Apostolou- Best Japanese Hoshi- Bokko-chan

“Bokko-chan” (shortstory) by Shinichi Hoshi

From Apostolou & Greenberg’s The Best Japanese Science Fiction Stories (1989)
Originally from The Magazine of Fantasy and Science Fiction, June 1963

Original: Japanese, 1963
Translated by Noriyoshi Saito, 1963

“The story of a B-girl who didn’t have a heart of gold” (47)

Synopsis: An ingenious bartender creates a robot complete in female form whose charms could woo his patrons. Though lacking in conversational depth, the men in town grow fonder and fonder of the unknowingly robotic lass behind the bartender’s counter. Given drinks, which were then drained and served again, the little charming robotess makes him good money, but also breaks one young man’s heart to the point of contemplating murder.
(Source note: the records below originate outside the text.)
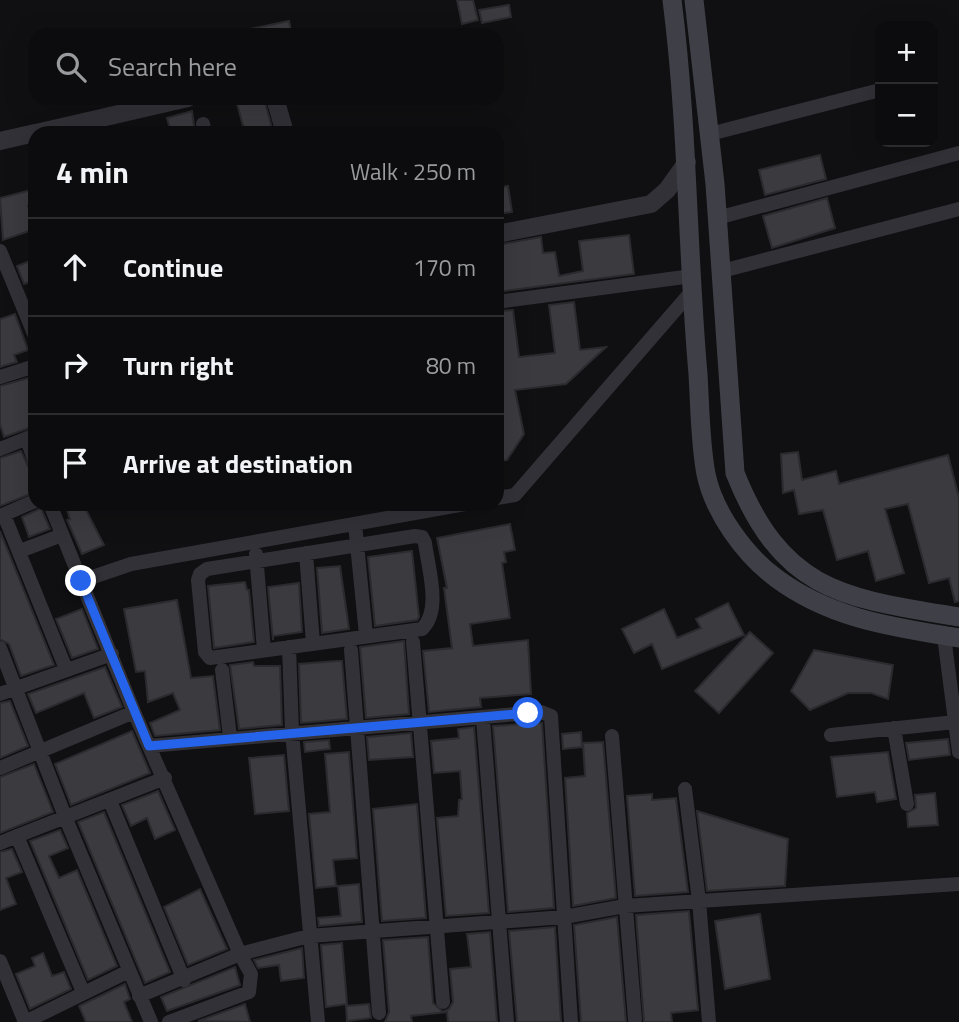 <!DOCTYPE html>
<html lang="en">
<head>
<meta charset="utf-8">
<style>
	body { margin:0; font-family:"Titillium Web",sans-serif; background:#151517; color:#f1f3f6 }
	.controls { position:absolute; right:21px; top:21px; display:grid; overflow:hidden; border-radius:14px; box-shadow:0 7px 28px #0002 }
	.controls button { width:63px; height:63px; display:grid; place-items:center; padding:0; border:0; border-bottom:2px solid #2c2c2e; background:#0c0c0e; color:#f1f3f6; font:35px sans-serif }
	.stop { position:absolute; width:21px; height:21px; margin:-16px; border:5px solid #2563eb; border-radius:50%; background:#fff }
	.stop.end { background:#2563eb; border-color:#fff; box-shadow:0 2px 7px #0008 }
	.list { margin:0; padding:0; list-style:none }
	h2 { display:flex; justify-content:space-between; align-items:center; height:91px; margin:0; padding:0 28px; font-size:30px }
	h2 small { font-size:23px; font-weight:400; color:#9a9b9e }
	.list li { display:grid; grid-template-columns:46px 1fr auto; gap:21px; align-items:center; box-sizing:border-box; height:98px; padding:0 28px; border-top:2px solid #2c2c2e }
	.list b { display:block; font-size:26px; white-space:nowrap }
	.list em { font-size:23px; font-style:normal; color:#9a9b9e }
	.icon { flex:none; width:38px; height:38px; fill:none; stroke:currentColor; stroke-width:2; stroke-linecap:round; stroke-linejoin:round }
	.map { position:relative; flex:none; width:959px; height:1022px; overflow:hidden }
	.search { position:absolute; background:#0c0c0e; box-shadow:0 7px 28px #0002; left:28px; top:28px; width:476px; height:77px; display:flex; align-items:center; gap:18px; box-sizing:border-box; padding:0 24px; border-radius:21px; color:#9a9b9e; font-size:26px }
	.panel { position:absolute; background:#0c0c0e; box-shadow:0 7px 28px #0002; left:28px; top:126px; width:476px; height:385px; border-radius:21px }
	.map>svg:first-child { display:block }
	.building { fill:#3a3a3f; stroke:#2b2a2e; stroke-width:2 }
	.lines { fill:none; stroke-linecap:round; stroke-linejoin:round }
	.minor { stroke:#313137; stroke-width:14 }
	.tertiary { stroke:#313137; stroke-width:18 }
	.secondary { stroke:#3f4047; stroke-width:19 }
	.route { stroke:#2563eb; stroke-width:9 }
</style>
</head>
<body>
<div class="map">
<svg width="959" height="1022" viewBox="0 0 959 1022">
	<rect width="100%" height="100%" fill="#101012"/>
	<path class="building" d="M457,0H473L478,20L462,24Z
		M509,5L511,17L482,23L479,10Z
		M289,21L292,35H250V29Z
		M243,98H264L272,128L245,133L236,100Z
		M192,111L195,133H171L167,118Z
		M820,155L826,179L765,195L759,170Z
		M508,186L512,212L497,214V188Z
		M35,189V204L28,206L35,229L3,240L0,198Z
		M827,198L835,228L772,248L763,216Z
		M629,235L634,274L497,292V245L541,237L543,253L555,252L559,276L583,271L579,241Z
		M35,259V280L24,284L17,266Z
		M574,302L580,350L606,347L566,384L515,390L524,434L507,460L497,461V311L513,310L519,357L555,353L549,305Z
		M15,314L28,350L14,355L17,362L0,367V319Z
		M35,376V426L4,437L0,424V386Z
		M21,451L35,481V492L0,506V458Z
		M798,452L802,480L836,471L839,484L948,455L959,498V601L955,602L949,578L929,583L908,504L885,509L904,573L876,581L868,551L837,560L823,510L799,514L794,490L783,493L781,454Z
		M65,504H83L104,545L82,554L67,520L70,519Z
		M41,508L50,529L29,537L22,517Z
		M510,524L515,550L504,552L506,562L502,563L510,618L470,624L473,646L528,640L531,694L480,698L481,707L429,712L423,651L452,648L444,588H447L437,538Z
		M0,531L54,665L21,676L9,644L0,639Z
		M412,551L419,617L417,620L375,626L368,557Z
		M340,566L349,629L322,633L317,568Z
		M245,582L247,590H249L254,642L214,648L208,586Z
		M299,583L302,632L273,636V640L268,587Z
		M177,600L191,678L213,676L220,730L155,736L150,723L180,710L173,693L148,702L145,671L136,672L124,609Z
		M728,603L744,635L662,669L652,644L634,653L622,629L664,609L677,638L701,628L696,619Z
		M82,609L98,649L72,658L56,619Z
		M750,632L773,653L719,713L695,691Z
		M404,641L409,714L366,718L360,647Z
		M814,650L893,665L888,699L871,693H848L810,710L791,691Z
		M337,661H342L347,719L301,723L299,664Z
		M253,662L254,666H280L282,725L239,729L230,665Z
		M105,667L122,707L94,718L84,693L36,713L28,694Z
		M10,701L28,746L0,758V703Z
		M542,723L554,908L508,912L493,726Z
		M474,727L489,913L446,916L437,818L458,816L459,800L462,799L460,771L434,773L431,741L459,738L458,729Z
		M132,731L150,773L71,805L55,764Z
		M581,732L582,747L563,749L562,734Z
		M411,733L413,757L369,760L367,737Z
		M948,739L950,755L909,760L906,743Z
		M329,740L330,749L305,752L304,742Z
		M603,742L616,898L573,906L565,778L585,776L583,743Z
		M349,752L357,858L333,860L336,886L316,888L309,814L330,812L325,754Z
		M888,752L896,799L877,802L875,792L837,797L831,757Z
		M284,755L289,811L255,814L249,758Z
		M34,764L53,812L0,833V777Z
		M158,791L175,830L155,839L147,818L131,826L122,805Z
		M935,793L938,825L908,827L907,813L916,808L915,795Z
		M652,794V800L676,798L688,892L635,896L627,796Z
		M417,804L426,918L382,921L373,809Z
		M697,811L788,839L785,886L707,891Z
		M104,812L170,972L145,983L78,822Z
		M60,830L68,848L49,856L59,878L77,870L117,966L88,980L30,841Z
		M12,849L22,872L6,878L16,904L0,910V852Z
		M359,884L362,922L319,926L318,918L341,916L338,886Z
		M200,889L227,949L188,965L164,907Z
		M689,911L698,1010L671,1013L672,1022H644L636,915Z
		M760,914L770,979L725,989L715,921Z
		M617,917L626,1022H581L574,925Z
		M555,927L561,1022H517L509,931Z
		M490,932L497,1022H448L447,1012L411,1016L412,1022H385L389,1012L383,940L428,937L433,1003L443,1012L449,1009L453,1002L450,969L471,967L467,934Z
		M342,943L347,1004L326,1007L321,945Z
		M302,948L304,978L281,981L279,965L258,968L254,960Z
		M43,953L52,976L64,972L71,989L30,1009L16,974L35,966L32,958Z
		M235,967L240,985L167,1011L161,997Z
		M125,984L130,999L124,1002L132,1022H86L79,1006Z
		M245,1004L250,1022L198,1021Z
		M369,1004L371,1018L347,1021L346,1006Z"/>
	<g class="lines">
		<path class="minor" d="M203,124L205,133
			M710,134L880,90
			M717,218L959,153
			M0,251L35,336
			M722,271L959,209
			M497,302L692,276
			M0,377L35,366
			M27,439L35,463
			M0,449L35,435
			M497,498L515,495L692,291
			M50,504L81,581
			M465,504L131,564L81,581L134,712L240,954L309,936L564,917L625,906L959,884
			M4,515L66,669
			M0,516L35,501
			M355,524L366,635
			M415,536L422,537L425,543C428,567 442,611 422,629L210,658L205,652L198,580L200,574L207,569Z
			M20,551L62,535
			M306,553L313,643
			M256,554L264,650
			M944,636L959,752
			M413,642L443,1002
			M289,647L292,732L318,1022
			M0,648L66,819L151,1022
			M351,650L379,1013
			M222,670L230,737
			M0,694L112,654
			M483,719L507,1022
			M894,728L907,804
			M831,735L955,722
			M612,736L635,1019
			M149,746L529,713L541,712L551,716L571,1022
			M0,768L134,712
			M685,789L699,901L709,1022
			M110,801L184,980
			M0,843L17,836
			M0,961L25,1022
			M83,992L17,836L165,778
			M139,996L240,954L251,974L249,992L169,1022
			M25,1022L129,971"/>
		<path class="tertiary" d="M275,98L285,133
			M36,133L188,98
			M0,141L35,133
			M497,234L651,204L667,190L687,162"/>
		<path class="secondary" d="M672,0C688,124 687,250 698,374C700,407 700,442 706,474C714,513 745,555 776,578C831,619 893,627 959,638
			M694,0L715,184L735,473C783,593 844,598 959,617"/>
	</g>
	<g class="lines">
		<path class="route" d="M81,581L149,746L528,713"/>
	</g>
</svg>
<div class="controls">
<button>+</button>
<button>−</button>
</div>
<div class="stop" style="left:528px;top:713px"></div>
<div class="stop end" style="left:81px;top:581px"></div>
<div class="search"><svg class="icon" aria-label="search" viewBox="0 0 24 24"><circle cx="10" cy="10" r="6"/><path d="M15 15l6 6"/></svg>Search here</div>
<section class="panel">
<h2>4 min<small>Walk · 250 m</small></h2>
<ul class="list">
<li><svg class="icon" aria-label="ahead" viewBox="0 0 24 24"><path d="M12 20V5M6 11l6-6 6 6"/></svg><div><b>Continue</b></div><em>170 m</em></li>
<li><svg class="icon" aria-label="right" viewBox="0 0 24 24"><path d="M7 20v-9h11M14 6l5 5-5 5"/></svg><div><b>Turn right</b></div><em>80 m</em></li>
<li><svg class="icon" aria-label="arrive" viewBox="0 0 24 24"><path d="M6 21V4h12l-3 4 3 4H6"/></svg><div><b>Arrive at destination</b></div></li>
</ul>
</section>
</div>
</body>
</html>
Analysis: This is considered to be the first Japanese science fiction story ever published and while it may be over fifty years ago, it still reads like a piece of modern flash fiction and still has a brief but allegorical message.

The common man who flock to the bar are impressed with the ersatz female bartender simply because of her perfectly unblemished skin (having superficial beauty). Her physical presence draws in more men by the week; however, “like many great beauties, she was rather empty-headed” (48). Regardless, the men croon and attempt to woo her while she answers in nonsensical, reworded, rhetorical questions from her own program (lacking the beauty of intelligence). The bar’s owner saves her from more in depth questions so as not to disenchant the paying customers.

Superficial beauty versus the beauty of intelligence is, obviously, the focus of Hoshi’s story. The simple man has simple pleasures: the drinking of alcohol and the admiring of eye-candy. While some men attempt to lure her into a date, all the while being accosted by the protective bar owner, one young man became infatuated with her. Unable to emotionally connect with the construct, he has a final conversation with her which follows a predictable pattern. As she does not understand her words, she also does not understand the consequences, a fault which lies with the bar owner who plays the hearts of men for profit.